The post-Brexit price action in stocks has not been for the faint of heart. Major indices in Europe and the U.S., after an initial drop last Friday and this Monday, have since come roaring back, punishing anyone who made bearish bets near the selloff lows. Bank stocks such as Bank of America Corp (NYSE:BAC) are right in the thick of this — BAC stock and others took a smack, but have bounced over the past two trading days.
Bank of America is also enjoying a pop early this morning on a dividend increase and buyback announcement following its pass grade on a federal stress test. However, amid all this, I see a renewed shorting opportunity taking hold in BAC stock.
On June 15, I mused that in the near-term, the risk-reward calculation favored getting out of short-side exposure in BAC shares as my initial downside target in the stock was reached. Furthermore, I didn’t want to be exposed to any erratic post-Brexit moves. Since then, BofA has indeed traded in a volatile fashion, and after flushing lower last Friday and on Monday, BAC stock bounced. In the process, it has once again reached a better shorting point.
As a side note, second-quarter earnings season is just around the corner, and Bank of America is scheduled to report its latest numbers on July 18. So I suggest backing out of any trades in BAC stock before that date rolls around.
BAC Stock Charts
Looking at the multiyear weekly chart for Bank of America, much remains the same from my last update. Namely, the previous horizontal area of support as marked by the black line is still the major overhead area of resistance.
Through that lens, and also considering the weak macro environment and still-falling bond yields (blue line on bottom part of chart), BAC stock looks poised to retest its February lows in coming weeks or months.

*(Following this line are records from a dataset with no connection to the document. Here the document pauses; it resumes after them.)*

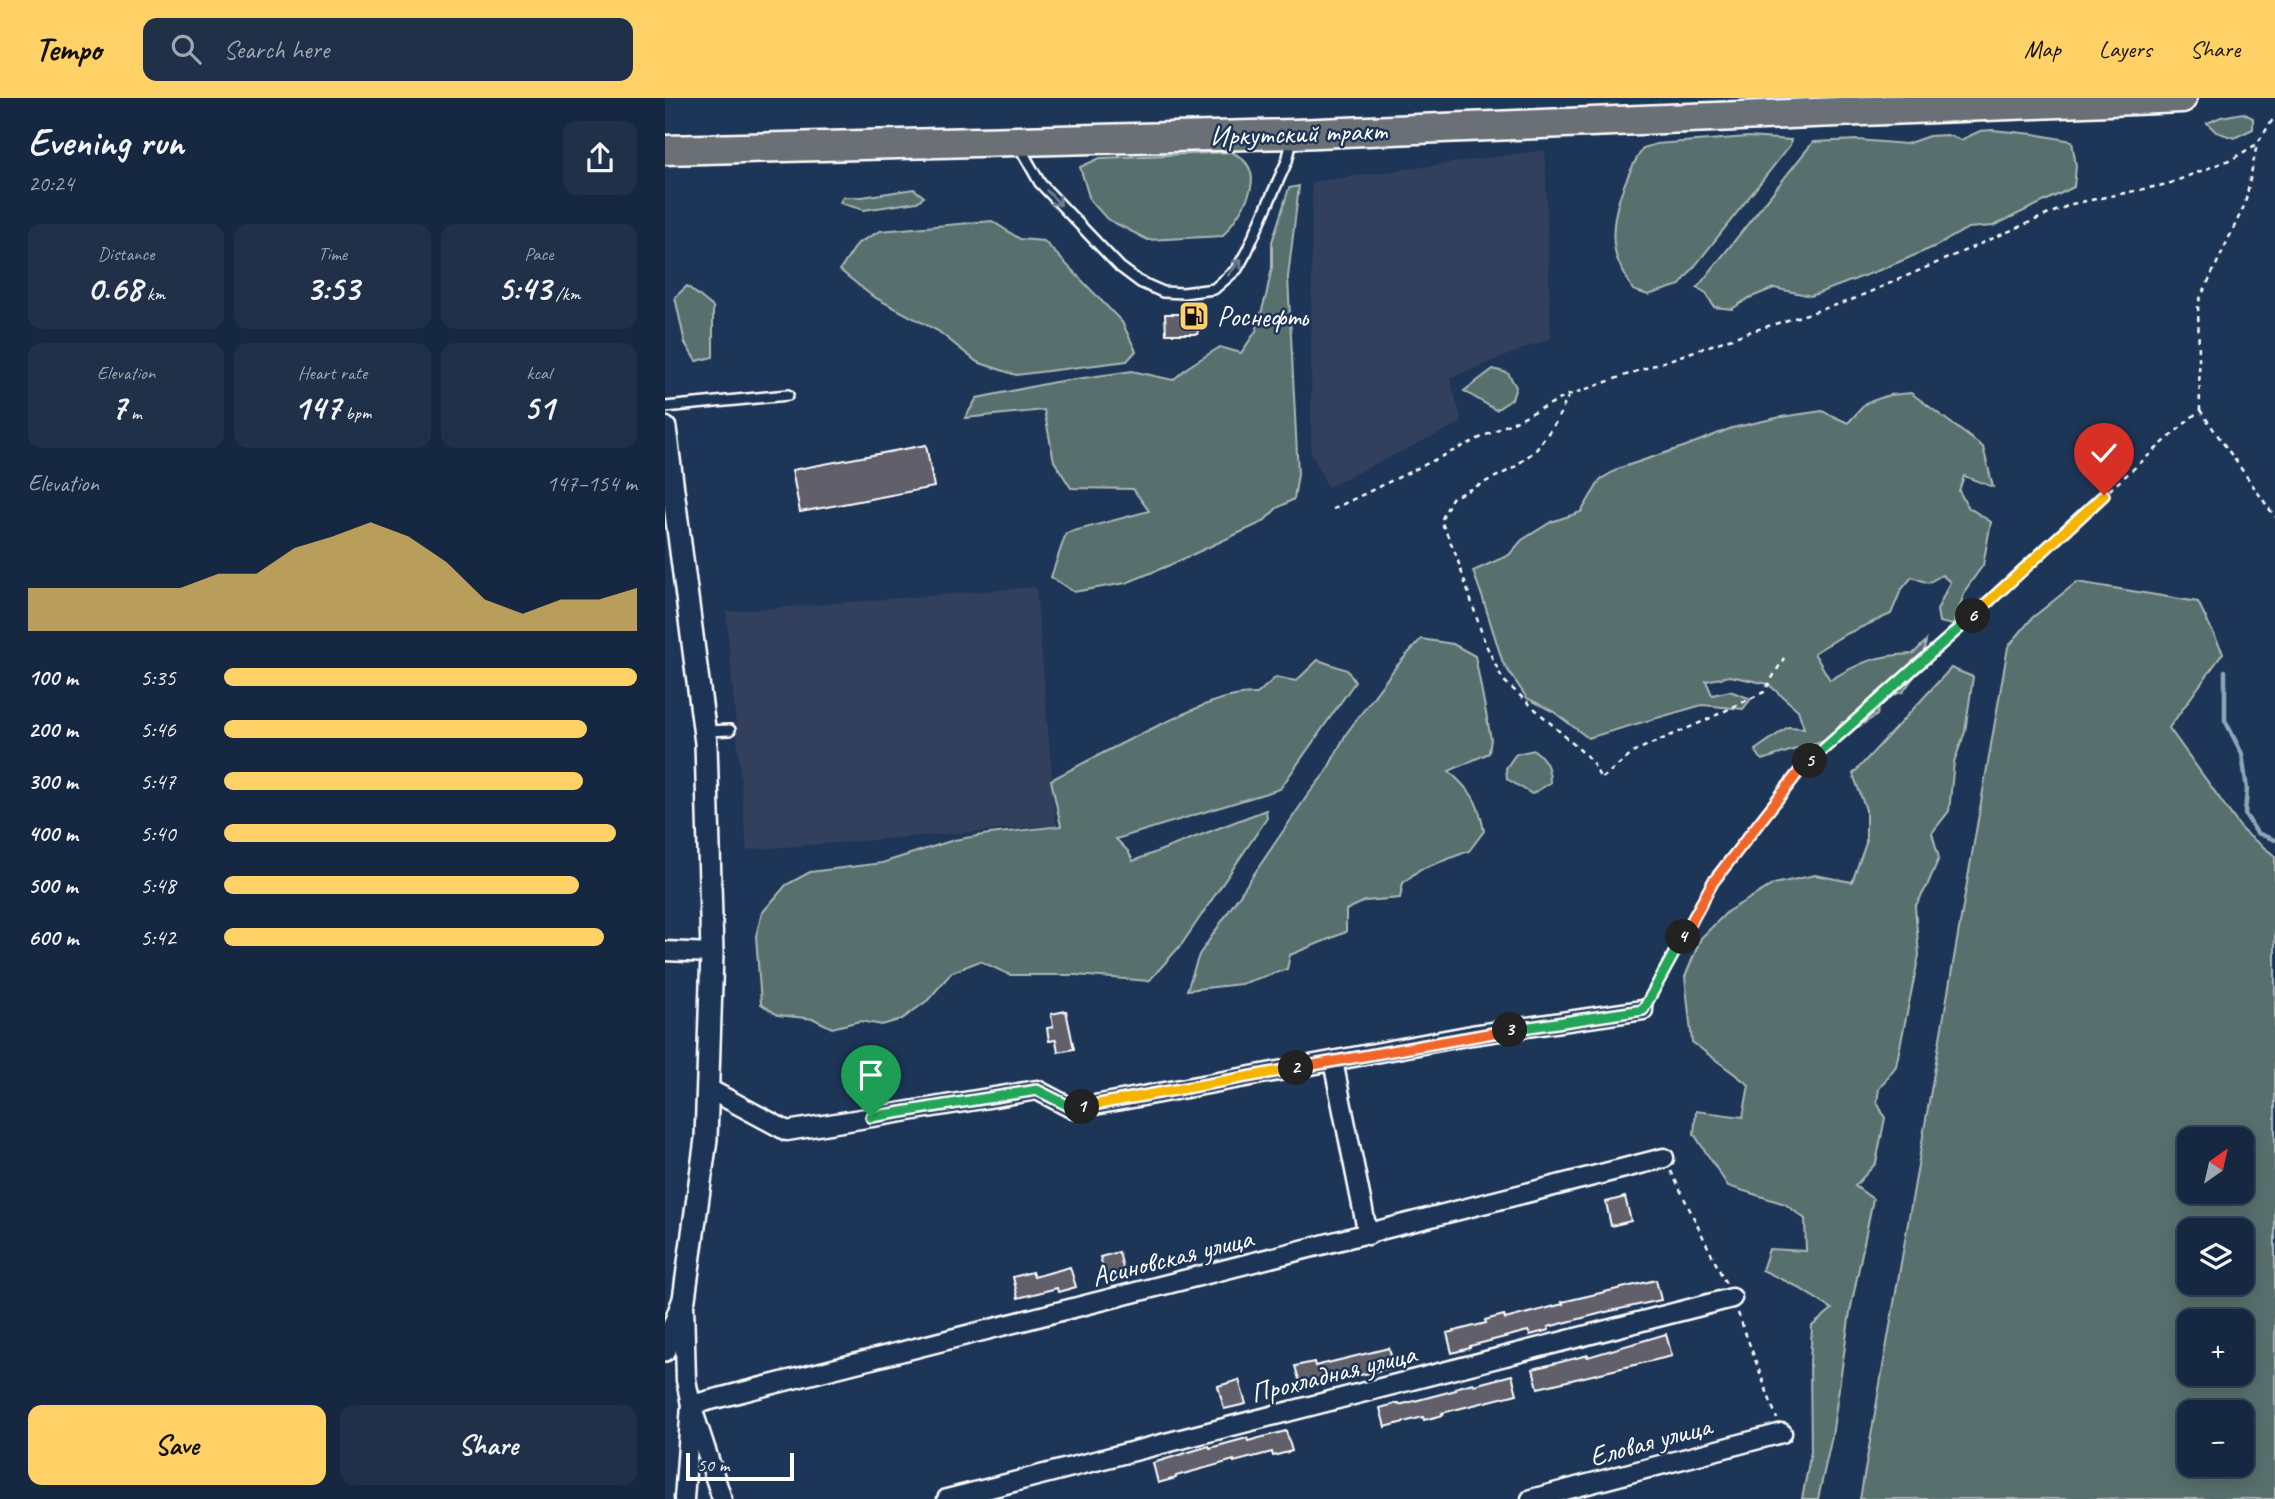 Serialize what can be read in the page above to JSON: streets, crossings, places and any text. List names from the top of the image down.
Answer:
{
  "streets": {
    "main road": ["Иркутский тракт"],
    "street": ["Асиновская улица", "Прохладная улица", "Еловая улица"]
  },
  "places": {
    "fuel station": ["Роснефть"]
  },
  "scale_bar": "50 m",
  "north": "top right",
  "page": {
    "header": "Tempo",
    "search": "Search here",
    "nav": ["Map", "Layers", "Share"],
    "heading": ["Evening run", "20:24"],
    "stats": [
      ["Distance", "0.68 km"],
      ["Time", "3:53"],
      ["Pace", "5:43 /km"],
      ["Elevation", "7 m"],
      ["Heart rate", "147 bpm"],
      ["kcal", "51"]
    ],
    "chart": ["Elevation", "147–154 m"],
    "pins": [
      "6",
      "5",
      "4",
      "3",
      "2",
      "1"
    ],
    "list": [
      {
        "name": "100 m",
        "note": "5:35"
      },
      {
        "name": "200 m",
        "note": "5:46"
      },
      {
        "name": "300 m",
        "note": "5:47"
      },
      {
        "name": "400 m",
        "note": "5:40"
      },
      {
        "name": "500 m",
        "note": "5:48"
      },
      {
        "name": "600 m",
        "note": "5:42"
      }
    ],
    "map_buttons": ["+", "−"],
    "buttons": ["Save", "Share"],
    "scale": "50 m"
  }
}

On the daily chart, we see that since the Brexit vote last Friday, BAC shares have seen two big down-gaps, one of which has been filled thanks to the sharp two-day 10% snap-back rally. While the stock may see some backing and filling in coming days, in the intermediate-term, nothing has changed.
The aforementioned bigger-picture bearish backdrop remains intact, and after Bank of America dropped out of the uptrending channel (two red-dotted parallels) and below the yellow 50-day moving average, shares still are trending lower in the near-term.
Active investors should consider re-entering some shorts in BAC stock at $13.50 for a move back toward the $11-$11.50 area in coming weeks, while a weekly close above $14.20 should serve as stop-loss signal.